Les effectifs des services placés sous ma responsabilité représentaient 14 897 emplois en 2017, répartis entre 75 % de civils et 25 % de militaires. Ce plafond d'emplois augmentera légèrement en 2018 pour s'établir à 15 043, afin de répondre principalement à des besoins du service d'infrastructure de la défense. Parmi ces effectifs, on compte 275 apprentis pour lesquels des aménagements doivent être prévus dans les textes législatifs pour nous permettre de les recruter après leur période d'apprentissage.

Le service militaire volontaire (SMV) a été rattaché au secrétaire général pour l'administration en 2016 et il est devenu le service militaire volontaire – volontariat militaire d'insertion (SMV-VMI). Ce service à compétence nationale, est placé sous l'autorité du directeur du service national et de la jeunesse. Nous n'avons pas encore fait les mouvements du programme 178 vers le programme 212, car le SMV est en expérimentation jusqu'au 31 décembre 2018. Un rapport sera remis au Parlement sur cette expérimentation d'ici à la fin de l'année 2018. Il faudra alors décider si celle-ci se poursuit ou non.

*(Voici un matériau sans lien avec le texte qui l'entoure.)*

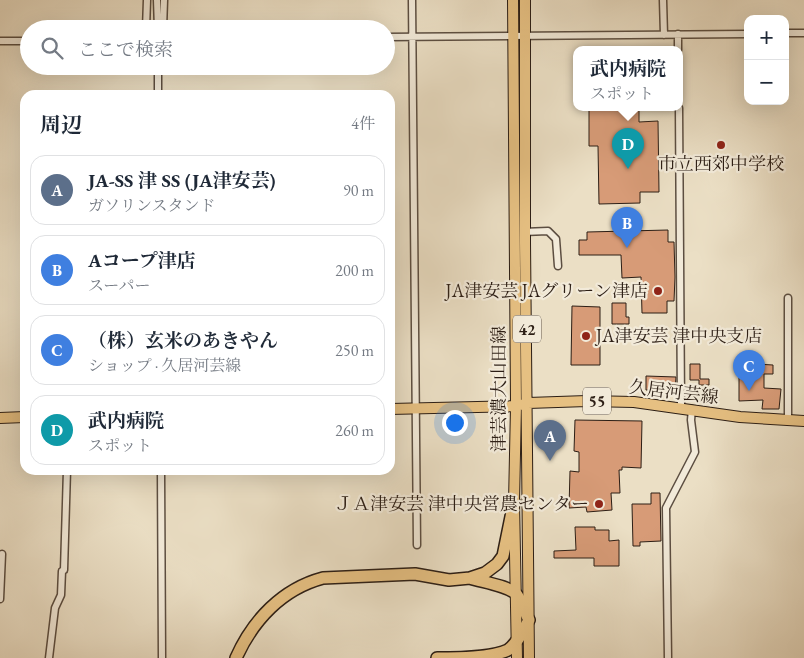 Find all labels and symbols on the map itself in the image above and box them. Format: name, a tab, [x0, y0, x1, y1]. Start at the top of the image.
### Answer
pin: D	[612, 128, 644, 169]
marker: 市立西郊中学校	[715, 139, 727, 151]
place label: 市立西郊中学校	[658, 152, 784, 175]
pin: B	[611, 207, 643, 248]
place label: JA津安芸 JAグリーン津店	[444, 279, 648, 302]
marker: JA津安芸 JAグリーン津店	[652, 285, 664, 297]
road number: 42	[513, 316, 541, 342]
place label: JA津安芸 津中央支店	[594, 324, 762, 347]
street label: 津芸濃大山田線	[487, 326, 510, 452]
marker: JA津安芸 津中央支店	[580, 330, 592, 342]
pin: C	[733, 350, 765, 391]
street label: 久居河芸線	[628, 375, 720, 408]
road number: 55	[583, 388, 611, 414]
your location	[442, 410, 468, 436]
pin: A	[534, 420, 566, 461]
place label: ＪＡ津安芸 津中央営農センター	[334, 492, 589, 515]
marker: ＪＡ津安芸 津中央営農センター	[593, 498, 605, 510]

J'en viens au titre 2, hors CAS « Pensions » et hors crédits du titre 2 relatifs aux opérations extérieures. Les crédits s'élèvent à 11,976 milliards d'euros. Cette ressource comprend 11,686 milliards d'euros de crédits budgétaires complétés de ressources extrabudgétaires qui sont des produits du service de santé des armées. Les crédits du titre 2 augmentent de 257 millions d'euros par rapport à 2017 en raison du schéma d'emploi, du plan catégoriel en faveur du personnel du ministère et du renforcement de la garde nationale. En 2018, le plafond des effectifs budgétaires du ministère des Armées s'élèvera à 274 586 équivalents temps plein (ETP), se répartissant en 210 863 militaires, soit 77 %, et 63 723 civils, soit 23 %. Ce schéma d'emploi se traduit par la hausse de 500 postes décidés par différentes étapes : d'abord par le conseil de défense du 6 avril 2016 qui avait prévu une augmentation de 200 emplois pour renforcer les unités opérationnelles, la cyberdéfense et le renseignement ; ensuite par la validation de 300 postes supplémentaires dans le cadre de l'élaboration du projet de loi de finances pour 2018, dont 150 dédiés à la sécurité protection, 50 pour les services de renseignement, 75 pour lisser l'effort de transformation du service du commissariat des armées et du service de santé des armées, et 17 postes pour le soutien aux exportations.

Même si ce schéma d'emploi est positif, il n'en demeure pas moins une baisse de 86 ETP pour les militaires. Quant aux effectifs des personnels civils, ils augmentent de 586 ETP – 666 avec le SIAé.

En ce qui concerne les personnels civils, la diminution de la population des ouvriers de l'État se poursuit – leur nombre baisse de 751 l'année prochaine – tandis que le nombre de personnels fonctionnaires de catégorie A augmente de 391. Il y a aussi, chez les militaires, une augmentation des effectifs d'officiers due aux besoins des services de renseignement qui doivent recruter principalement des cadres.

Ces schémas d'emplois nécessitent un volume de recrutement extrêmement important. Le ministère est l'un des principaux recruteurs au sein de l'État puisque nous effectuerons plus de 24 000 recrutements en 2018 et un peu plus de 3 000 personnels civils. En ce qui concerne les personnels civils, on pourrait aller jusqu'à 3 700 recrutements, mais on arrive aux limites de ce que l'on peut faire en termes de recrutement par concours ou par différentes voies de recrutement.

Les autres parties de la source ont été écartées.